Cyclothymia of a Land presents itself as a visual and sound cut-up of apparently disjointed data and sources mainly split in two sequences; in one the Iranian filmmaker Asghar Farhadi tells the story of Death of a Salesman (as Arthur Miller’s stage play) over a travelling of Tehran’s cityscape; in the other a testimonial account of the Paris terrorist attacks of 13 November 2015 over uncanny vegetation, progressively enters a reinterpretation of Man Ray’s movie L’Etoile de Mer (based on a poem by Robert Desnos) in today’s Paris.
Morad Montazami: As one of the primary component of your larger series Cyclothymia of a Land (also as part of a film trilogy), the film broadcasted here marks not only your re-settlement from Tehran to Paris (back in 2014) but also a crucial shift in your artistic methodology.

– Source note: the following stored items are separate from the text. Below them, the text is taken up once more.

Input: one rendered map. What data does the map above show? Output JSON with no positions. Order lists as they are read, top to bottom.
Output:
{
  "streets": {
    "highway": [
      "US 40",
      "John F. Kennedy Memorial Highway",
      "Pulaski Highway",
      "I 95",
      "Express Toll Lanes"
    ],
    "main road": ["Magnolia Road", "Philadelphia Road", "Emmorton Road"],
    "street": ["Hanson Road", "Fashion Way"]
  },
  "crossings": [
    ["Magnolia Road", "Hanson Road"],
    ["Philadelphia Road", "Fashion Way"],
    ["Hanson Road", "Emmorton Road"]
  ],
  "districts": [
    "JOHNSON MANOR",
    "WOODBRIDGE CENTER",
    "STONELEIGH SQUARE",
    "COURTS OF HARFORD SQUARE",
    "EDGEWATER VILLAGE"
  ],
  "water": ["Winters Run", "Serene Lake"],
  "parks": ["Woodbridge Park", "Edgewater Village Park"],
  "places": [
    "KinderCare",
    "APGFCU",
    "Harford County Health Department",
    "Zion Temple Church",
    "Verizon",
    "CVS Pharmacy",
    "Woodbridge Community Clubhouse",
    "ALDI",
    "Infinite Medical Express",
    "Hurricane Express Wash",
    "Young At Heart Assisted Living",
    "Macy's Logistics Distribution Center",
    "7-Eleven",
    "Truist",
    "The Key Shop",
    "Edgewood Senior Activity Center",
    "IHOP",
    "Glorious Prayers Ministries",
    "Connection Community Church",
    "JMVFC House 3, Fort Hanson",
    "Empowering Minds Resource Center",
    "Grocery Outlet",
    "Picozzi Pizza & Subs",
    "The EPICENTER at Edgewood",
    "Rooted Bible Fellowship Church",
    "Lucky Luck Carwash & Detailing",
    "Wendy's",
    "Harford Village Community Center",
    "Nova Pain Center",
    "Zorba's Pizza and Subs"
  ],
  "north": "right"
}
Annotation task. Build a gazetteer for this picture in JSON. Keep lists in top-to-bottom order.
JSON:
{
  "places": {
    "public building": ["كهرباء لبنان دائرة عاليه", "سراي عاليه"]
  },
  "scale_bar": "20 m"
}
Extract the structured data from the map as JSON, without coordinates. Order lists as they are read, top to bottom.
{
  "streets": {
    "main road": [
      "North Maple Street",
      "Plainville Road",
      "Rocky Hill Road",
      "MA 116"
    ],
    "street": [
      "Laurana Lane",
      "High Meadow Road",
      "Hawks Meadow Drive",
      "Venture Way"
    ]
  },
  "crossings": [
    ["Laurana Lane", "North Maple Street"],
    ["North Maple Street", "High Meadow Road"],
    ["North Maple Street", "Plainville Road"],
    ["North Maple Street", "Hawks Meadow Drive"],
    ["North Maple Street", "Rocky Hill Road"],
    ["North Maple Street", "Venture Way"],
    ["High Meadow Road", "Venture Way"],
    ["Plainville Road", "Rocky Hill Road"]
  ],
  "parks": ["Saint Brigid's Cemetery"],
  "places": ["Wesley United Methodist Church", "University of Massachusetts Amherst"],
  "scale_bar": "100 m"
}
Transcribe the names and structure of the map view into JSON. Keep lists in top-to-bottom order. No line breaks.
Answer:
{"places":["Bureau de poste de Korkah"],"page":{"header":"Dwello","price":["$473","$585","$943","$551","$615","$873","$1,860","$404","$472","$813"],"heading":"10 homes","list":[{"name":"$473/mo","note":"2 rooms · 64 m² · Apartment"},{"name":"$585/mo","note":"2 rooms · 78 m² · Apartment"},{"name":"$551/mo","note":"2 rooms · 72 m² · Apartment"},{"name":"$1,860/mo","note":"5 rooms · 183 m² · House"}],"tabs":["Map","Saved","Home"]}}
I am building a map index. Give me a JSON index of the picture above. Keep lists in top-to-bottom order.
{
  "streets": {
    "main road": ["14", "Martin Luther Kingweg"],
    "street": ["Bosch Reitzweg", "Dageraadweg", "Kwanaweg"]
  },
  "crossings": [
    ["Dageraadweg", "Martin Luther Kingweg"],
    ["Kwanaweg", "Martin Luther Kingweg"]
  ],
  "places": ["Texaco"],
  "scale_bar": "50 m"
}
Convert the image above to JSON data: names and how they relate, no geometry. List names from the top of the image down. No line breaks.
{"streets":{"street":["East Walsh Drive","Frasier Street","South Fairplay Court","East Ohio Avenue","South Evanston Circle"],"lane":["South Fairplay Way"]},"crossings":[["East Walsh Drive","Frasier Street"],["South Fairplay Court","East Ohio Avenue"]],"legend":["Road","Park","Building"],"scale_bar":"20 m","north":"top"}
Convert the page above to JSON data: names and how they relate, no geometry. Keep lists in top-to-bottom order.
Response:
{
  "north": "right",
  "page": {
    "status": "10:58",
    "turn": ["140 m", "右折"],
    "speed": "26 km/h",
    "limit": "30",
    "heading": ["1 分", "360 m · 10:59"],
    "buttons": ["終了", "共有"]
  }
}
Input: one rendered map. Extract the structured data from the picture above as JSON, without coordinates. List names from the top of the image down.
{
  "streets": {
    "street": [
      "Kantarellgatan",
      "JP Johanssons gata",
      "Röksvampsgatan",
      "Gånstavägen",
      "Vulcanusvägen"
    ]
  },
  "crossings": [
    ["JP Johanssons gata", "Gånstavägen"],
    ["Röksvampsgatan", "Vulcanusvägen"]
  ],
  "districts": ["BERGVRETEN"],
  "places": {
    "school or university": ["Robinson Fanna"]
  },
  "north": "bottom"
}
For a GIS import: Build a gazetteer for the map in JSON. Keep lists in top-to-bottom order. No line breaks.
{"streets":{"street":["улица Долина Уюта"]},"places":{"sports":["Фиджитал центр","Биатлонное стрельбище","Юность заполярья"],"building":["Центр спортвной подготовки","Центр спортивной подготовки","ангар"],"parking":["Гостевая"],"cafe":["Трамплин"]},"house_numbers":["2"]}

As if everything in your practice had to go through a total reset, from the political instability of Tehran to another kind of instability found in Paris— mainly after the different terror attacks which happened, including the Bataclan tragedy (13 November 2015). But also your interiorised and harsh encounter with the “migrant” status somehow imposed on you by the French administration and laws. It sounds like you had a lot to deal with in this film and all from scratch in a way?
Arash Hanaei: That is true. Back in the days, when I grew up in the midst of the Iran-Iraq war, which holds a totally different temporality than the current “terror” situations, I would have never thought to encounter such context in a city like Paris, thirty years after, let’s stay the least as a state of emergency, if not as a “state of exception”, which creates a link for me between the two cities. I became obsessed with this temporality of the transitory, in radical political terms (life or death) as it eventually also reflected my own transitory situation—indeed with a strong cultural complex which made it very difficult for me to accept my new material condition outside of Iran, where I was used to operate as an artist. We could say that terrorism versus war on terror and nationalistic propaganda as a strategy of control is something new to France, yet I don’t believe so. But I was more interested in the “post” traumatic than the trauma itself anyway. I was less interested in rational historical facts than ungraspable ruptures, breakups and blind spots.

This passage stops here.